— Work request —
Write out the data below exactly, beginning with the first line and ending once the line that has "For a GIS import: Extract" is written.

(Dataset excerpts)
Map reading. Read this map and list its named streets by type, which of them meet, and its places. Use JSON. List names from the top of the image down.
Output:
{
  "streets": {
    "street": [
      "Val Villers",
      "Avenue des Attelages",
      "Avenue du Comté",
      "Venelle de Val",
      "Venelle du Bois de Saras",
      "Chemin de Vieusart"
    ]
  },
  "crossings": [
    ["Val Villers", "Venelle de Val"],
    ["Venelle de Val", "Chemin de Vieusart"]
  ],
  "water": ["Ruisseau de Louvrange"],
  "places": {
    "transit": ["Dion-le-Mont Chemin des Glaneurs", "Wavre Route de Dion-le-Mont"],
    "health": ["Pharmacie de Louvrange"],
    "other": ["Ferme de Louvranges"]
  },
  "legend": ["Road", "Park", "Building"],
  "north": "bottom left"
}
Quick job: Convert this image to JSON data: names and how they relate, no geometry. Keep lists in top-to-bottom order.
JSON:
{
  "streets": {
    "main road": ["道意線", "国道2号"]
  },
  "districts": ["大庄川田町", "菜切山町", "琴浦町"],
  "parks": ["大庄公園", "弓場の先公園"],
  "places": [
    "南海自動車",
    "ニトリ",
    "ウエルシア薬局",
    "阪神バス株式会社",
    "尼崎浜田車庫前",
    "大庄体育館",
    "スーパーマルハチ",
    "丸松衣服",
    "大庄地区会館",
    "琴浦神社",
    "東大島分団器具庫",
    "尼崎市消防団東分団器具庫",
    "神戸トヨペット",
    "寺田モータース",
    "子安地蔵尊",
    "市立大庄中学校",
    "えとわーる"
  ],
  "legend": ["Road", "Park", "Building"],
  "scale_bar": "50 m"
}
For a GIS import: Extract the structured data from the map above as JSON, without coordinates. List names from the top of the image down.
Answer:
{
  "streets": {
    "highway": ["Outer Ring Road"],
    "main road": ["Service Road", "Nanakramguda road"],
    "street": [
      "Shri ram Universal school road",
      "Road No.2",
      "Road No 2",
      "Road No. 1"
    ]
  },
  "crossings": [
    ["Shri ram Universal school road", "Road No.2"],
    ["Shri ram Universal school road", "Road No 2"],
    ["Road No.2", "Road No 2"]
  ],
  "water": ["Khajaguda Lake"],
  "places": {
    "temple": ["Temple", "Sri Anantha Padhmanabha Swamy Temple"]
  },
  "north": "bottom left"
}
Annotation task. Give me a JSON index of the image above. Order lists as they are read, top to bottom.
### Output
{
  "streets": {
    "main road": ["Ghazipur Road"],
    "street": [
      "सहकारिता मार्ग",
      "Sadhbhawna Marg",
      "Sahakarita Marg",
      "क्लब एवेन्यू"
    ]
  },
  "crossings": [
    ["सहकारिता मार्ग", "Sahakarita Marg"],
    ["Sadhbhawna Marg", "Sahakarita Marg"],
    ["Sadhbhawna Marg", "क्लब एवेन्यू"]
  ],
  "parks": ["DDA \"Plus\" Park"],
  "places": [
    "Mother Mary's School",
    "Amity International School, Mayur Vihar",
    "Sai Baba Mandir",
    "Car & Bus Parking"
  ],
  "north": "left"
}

— Solved exercise —
Map reading. Read this map and list its named streets by type, which of them meet, and its places. Use JSON. List names from the top of the image down.
Output:
{
  "streets": {
    "street": [
      "Val Villers",
      "Avenue des Attelages",
      "Avenue du Comté",
      "Venelle de Val",
      "Venelle du Bois de Saras",
      "Chemin de Vieusart"
    ]
  },
  "crossings": [
    ["Val Villers", "Venelle de Val"],
    ["Venelle de Val", "Chemin de Vieusart"]
  ],
  "water": ["Ruisseau de Louvrange"],
  "places": {
    "transit": ["Dion-le-Mont Chemin des Glaneurs", "Wavre Route de Dion-le-Mont"],
    "health": ["Pharmacie de Louvrange"],
    "other": ["Ferme de Louvranges"]
  },
  "legend": ["Road", "Park", "Building"],
  "north": "bottom left"
}
Quick job: Convert this image to JSON data: names and how they relate, no geometry. Keep lists in top-to-bottom order.
JSON:
{
  "streets": {
    "main road": ["道意線", "国道2号"]
  },
  "districts": ["大庄川田町", "菜切山町", "琴浦町"],
  "parks": ["大庄公園", "弓場の先公園"],
  "places": [
    "南海自動車",
    "ニトリ",
    "ウエルシア薬局",
    "阪神バス株式会社",
    "尼崎浜田車庫前",
    "大庄体育館",
    "スーパーマルハチ",
    "丸松衣服",
    "大庄地区会館",
    "琴浦神社",
    "東大島分団器具庫",
    "尼崎市消防団東分団器具庫",
    "神戸トヨペット",
    "寺田モータース",
    "子安地蔵尊",
    "市立大庄中学校",
    "えとわーる"
  ],
  "legend": ["Road", "Park", "Building"],
  "scale_bar": "50 m"
}
For a GIS import: Extract the structured data from the map above as JSON, without coordinates. List names from the top of the image down.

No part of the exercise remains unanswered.